BRIEF: Filter out all lines without the word "column" from the data below, please, and copy the rest.

(Collected data entries)
· · · · ·
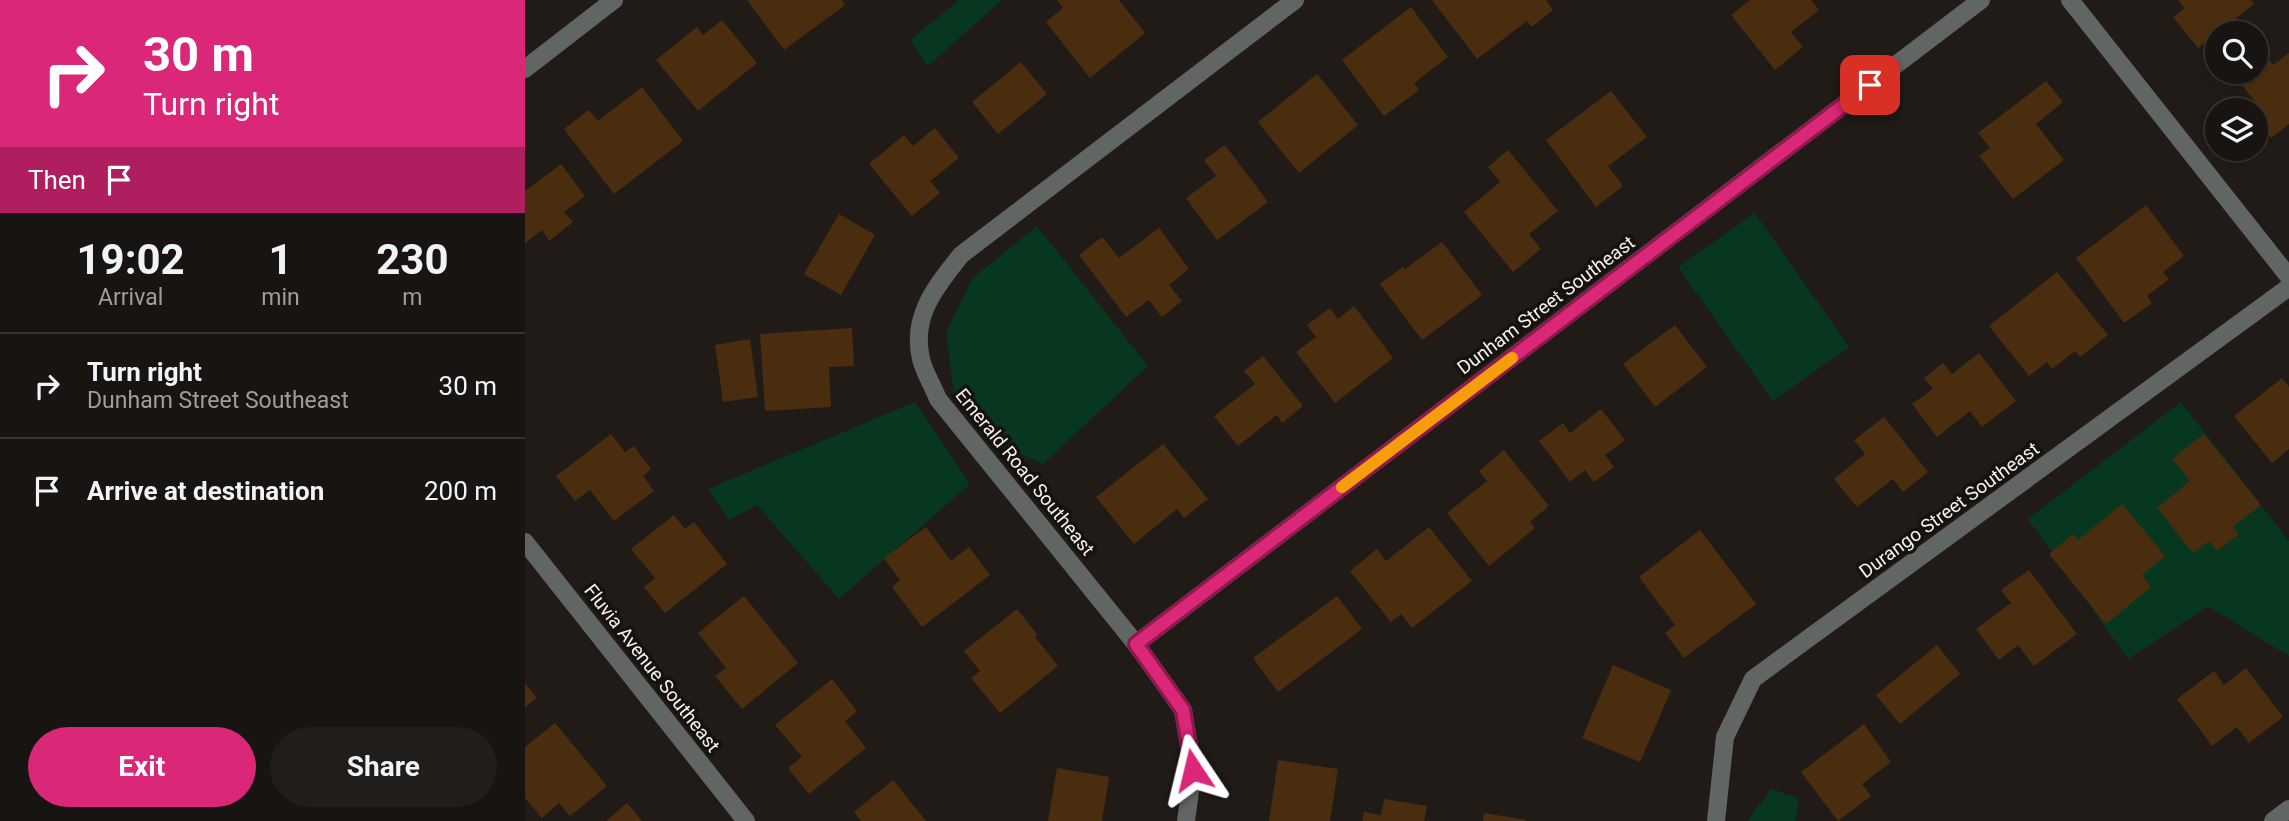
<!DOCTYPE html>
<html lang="en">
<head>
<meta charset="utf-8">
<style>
  :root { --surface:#181411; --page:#211d1a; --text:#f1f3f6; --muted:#9f9e9f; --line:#363331; --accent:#db2777 }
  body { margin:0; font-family:Roboto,sans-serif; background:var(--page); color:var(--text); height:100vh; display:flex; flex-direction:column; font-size:26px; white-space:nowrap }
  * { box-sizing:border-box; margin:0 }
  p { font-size:23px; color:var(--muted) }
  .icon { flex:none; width:38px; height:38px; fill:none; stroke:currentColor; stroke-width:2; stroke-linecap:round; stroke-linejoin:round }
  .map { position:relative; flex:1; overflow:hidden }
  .details { display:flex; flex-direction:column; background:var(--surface); width:525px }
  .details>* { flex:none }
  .guide { background:#db2777; color:#fff; overflow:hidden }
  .controls { position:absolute; left:1680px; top:21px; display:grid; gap:14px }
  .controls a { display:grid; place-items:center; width:63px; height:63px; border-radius:50%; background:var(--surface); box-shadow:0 2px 5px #0004,0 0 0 2px var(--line); font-size:35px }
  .pin { position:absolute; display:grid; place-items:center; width:60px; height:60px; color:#fff; margin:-30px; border-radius:14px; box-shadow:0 4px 10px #0006 }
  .me { position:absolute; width:77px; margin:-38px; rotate:350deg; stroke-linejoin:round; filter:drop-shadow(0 0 5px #0008) }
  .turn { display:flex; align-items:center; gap:24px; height:147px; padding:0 28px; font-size:32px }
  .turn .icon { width:91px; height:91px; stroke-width:2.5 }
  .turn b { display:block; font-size:49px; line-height:60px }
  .then { display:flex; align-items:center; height:66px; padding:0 28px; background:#0003; gap:14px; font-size:26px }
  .eta { display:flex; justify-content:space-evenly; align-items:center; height:119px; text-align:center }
  .eta b { font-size:42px; font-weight:700; line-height:49px }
  .button { display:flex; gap:14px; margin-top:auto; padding:14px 28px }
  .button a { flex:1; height:80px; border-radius:42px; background:var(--accent); color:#fff; font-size:28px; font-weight:700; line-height:80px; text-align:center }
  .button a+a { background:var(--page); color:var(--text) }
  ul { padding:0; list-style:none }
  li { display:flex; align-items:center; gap:21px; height:105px; padding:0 28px; border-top:2px solid var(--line) }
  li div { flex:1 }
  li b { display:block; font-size:26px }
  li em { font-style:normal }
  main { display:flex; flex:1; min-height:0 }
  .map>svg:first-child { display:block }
</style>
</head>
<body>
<main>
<section class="details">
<div class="guide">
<div class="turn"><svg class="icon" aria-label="right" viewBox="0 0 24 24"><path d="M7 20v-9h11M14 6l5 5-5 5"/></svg><div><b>30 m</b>Turn right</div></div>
<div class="then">Then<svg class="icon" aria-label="arrive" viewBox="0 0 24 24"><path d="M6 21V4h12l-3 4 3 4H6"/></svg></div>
</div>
<div class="eta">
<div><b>19:02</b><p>Arrival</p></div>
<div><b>1</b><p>min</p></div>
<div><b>230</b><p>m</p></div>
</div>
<ul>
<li><svg class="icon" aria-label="right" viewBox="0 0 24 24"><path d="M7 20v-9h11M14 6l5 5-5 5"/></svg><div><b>Turn right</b><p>Dunham Street Southeast</p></div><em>30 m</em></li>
<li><svg class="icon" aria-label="arrive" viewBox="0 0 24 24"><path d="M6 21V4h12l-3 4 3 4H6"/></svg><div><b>Arrive at destination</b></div><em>200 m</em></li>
</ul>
<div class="button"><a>Exit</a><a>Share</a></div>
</section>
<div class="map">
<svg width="1764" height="821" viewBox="0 0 1764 821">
  <rect width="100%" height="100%" fill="#201b17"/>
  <g fill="#07371e">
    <polygon points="434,0 477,0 403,66 385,40"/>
    <polygon points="1230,213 1324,347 1248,401 1153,267"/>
    <polygon points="512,226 623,366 518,464 474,445 429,393 421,332 448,278"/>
    <polygon points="390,402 445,484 314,599 232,505 204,520 183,489"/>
    <polygon points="1656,402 1764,541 1764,656 1683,606 1603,659 1503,519"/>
    <polygon points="1246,789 1274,798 1270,821 1222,821"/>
  </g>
  <g fill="#4a2d0e">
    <polygon points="222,0 317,0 320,5 259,50"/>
    <polygon points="532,0 594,0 620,33 565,78 521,22 538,8"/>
    <polygon points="907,0 1021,0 1028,10 1007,27 1002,21 952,59"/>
    <polygon points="1225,0 1286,0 1294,10 1266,32 1278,47 1250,70 1206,15"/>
    <polygon points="1653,0 1726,0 1729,4 1673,48 1648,17 1660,8"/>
    <polygon points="886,7 923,57 889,83 894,90 859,116 817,60"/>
    <polygon points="197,20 232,63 173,111 131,60 172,27 178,35"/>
    <polygon points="1731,42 1748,65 1764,53 1764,124 1746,138 1731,119 1731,110 1724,110 1722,108 1730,102 1707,72 1731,72"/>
    <polygon points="496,62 522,94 473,134 447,102"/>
    <polygon points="792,74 833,125 774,173 733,122"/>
    <polygon points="1521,81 1538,102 1511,124 1539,160 1488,199 1454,156 1465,148 1453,133"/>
    <polygon points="117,87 158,141 89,194 39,129 64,110 73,121"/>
    <polygon points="1086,91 1122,137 1083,166 1098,186 1071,207 1021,140"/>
    <polygon points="410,128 434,158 405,181 415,193 387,216 344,164 379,135 388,146"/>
    <polygon points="700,145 743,202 692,240 661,198 691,176 679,160"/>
    <polygon points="983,150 1033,211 1004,234 1016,249 988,272 939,212 975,182 963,167"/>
    <polygon points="36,164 60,196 39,212 48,222 24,241 17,230 0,243 0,191"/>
    <polygon points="1621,205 1659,256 1638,272 1644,279 1622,296 1627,303 1599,323 1551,258"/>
    <polygon points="314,214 350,235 316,295 279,274"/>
    <polygon points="634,228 664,269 644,285 657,301 637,317 624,300 601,317 554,255 577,237 594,258"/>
    <polygon points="917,242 957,295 897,340 855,284 878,267 880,269"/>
    <polygon points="1532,272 1583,335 1555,357 1550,351 1527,369 1522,362 1504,376 1464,326"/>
    <polygon points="829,306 868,358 810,403 771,352 791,337 782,325 805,308 813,319"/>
    <polygon points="1150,325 1182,367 1130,407 1098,364"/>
    <polygon points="327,328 329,366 304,367 306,407 240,411 235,334"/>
    <polygon points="225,339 233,397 198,402 190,345"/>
    <polygon points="1454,353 1491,401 1457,427 1445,411 1412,437 1387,404 1408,389 1399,378 1418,363 1427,374"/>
    <polygon points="738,356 778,406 757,423 752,415 713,446 689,416 730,384 719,371"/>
    <polygon points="1757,378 1764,387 1764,449 1747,463 1709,416"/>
    <polygon points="1076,409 1100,440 1080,455 1089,467 1069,482 1060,470 1045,482 1014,441 1038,423 1045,433"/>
    <polygon points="1359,417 1403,472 1378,492 1368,479 1332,507 1309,479 1340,454 1329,440"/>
    <polygon points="86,434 100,452 109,446 126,469 118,476 129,491 89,521 65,490 50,501 31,476"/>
    <polygon points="1679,434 1736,505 1708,527 1714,534 1692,551 1684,541 1668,553 1632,508 1665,481 1647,459"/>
    <polygon points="638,444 683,499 659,518 652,509 609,544 571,497"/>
    <polygon points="979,450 1024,506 1005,522 1010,528 964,566 922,513 962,481 954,471"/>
    <polygon points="1597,504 1640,556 1617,575 1626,587 1581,624 1524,554 1548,534 1553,540"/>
    <polygon points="149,515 160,529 169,522 202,564 140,613 119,587 130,578 106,549"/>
    <polygon points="401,527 426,561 444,547 465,575 397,627 367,587 375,580 359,558"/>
    <polygon points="904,527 947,581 887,628 876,614 866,622 825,571 852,549 861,561"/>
    <polygon points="1175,530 1231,604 1159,658 1140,633 1150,625 1114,577"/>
    <polygon points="1504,570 1552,634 1509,666 1493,645 1474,660 1451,629 1486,603 1476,590"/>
    <polygon points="219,596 273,663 217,709 190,676 201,668 173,633"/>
    <polygon points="812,596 837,629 753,692 728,658"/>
    <polygon points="492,609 512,634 510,637 533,666 475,713 446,678 455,671 439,651"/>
    <polygon points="1412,645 1435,674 1375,724 1351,695"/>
    <polygon points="1088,665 1146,690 1115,762 1057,738"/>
    <polygon points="1721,668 1758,717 1724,743 1712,727 1687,746 1652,699 1689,671 1699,685"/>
    <polygon points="307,679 332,711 320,721 341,748 284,794 263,768 277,757 250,725"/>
    <polygon points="0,683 12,698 0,707"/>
    <polygon points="30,723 82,786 45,816 34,803 17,818 0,798 0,747"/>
    <polygon points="1339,724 1366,762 1337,784 1346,796 1313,821 1276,772"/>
    <polygon points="753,760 813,769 805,821 744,821"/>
    <polygon points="532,768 584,777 577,821 523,821"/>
    <polygon points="368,780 401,821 336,821 329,812"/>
    <polygon points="859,799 902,806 899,821 837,821 839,812 856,815"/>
    <polygon points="102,803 117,821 81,821"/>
    <polygon points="959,813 1001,820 1001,821 958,821"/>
  </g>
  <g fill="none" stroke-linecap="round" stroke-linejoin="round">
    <g stroke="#616564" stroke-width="18">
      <polyline points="1545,0 1764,277"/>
      <polyline points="0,69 89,0"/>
      <polyline points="0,542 221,821"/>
      <polyline points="611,644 1456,0"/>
      <path d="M661 821 668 770 658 710 611 644 413 399C408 386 399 372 396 359 386 315 411 287 436 255L770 0"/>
      <polyline points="1191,821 1200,737 1228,679 1764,287"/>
      <polyline points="1748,821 1764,809"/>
    </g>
  </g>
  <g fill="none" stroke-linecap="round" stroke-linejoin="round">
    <defs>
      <polyline id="route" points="668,770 658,710 611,644 1345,85"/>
    </defs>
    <use href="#route" stroke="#8e194d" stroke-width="18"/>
    <use href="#route" stroke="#db2777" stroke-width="12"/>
    <polyline stroke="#f59e0b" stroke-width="12" points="817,487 987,358"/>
  </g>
  <g text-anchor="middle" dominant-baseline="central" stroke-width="7" stroke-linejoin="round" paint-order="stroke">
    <g font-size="19" fill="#f4f1ee" stroke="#16120e">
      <text transform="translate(1021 305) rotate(-37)">Dunham Street Southeast</text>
      <text transform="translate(500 472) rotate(51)">Emerald Road Southeast</text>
      <text transform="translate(1424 510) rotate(-36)">Durango Street Southeast</text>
      <text transform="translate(127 668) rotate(52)">Fluvia Avenue Southeast</text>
    </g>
  </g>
</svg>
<div class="controls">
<a><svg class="icon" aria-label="search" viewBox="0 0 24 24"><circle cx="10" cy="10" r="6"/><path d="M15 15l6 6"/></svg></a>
<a><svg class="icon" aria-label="layers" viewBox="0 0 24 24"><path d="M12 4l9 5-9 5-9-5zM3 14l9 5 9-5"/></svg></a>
</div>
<div class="pin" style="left:1345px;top:85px;background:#d93025"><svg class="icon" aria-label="arrive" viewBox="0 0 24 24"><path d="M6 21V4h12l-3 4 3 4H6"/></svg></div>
<svg class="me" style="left:668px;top:770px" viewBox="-20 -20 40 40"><path d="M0-17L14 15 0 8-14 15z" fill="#db2777" stroke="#fff" stroke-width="4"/></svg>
</div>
</main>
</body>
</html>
· · · · ·
YOUR SOLUTION:
  body { margin:0; font-family:Roboto,sans-serif; background:var(--page); color:var(--text); height:100vh; display:flex; flex-direction:column; font-size:26px; white-space:nowrap }
  .details { display:flex; flex-direction:column; background:var(--surface); width:525px }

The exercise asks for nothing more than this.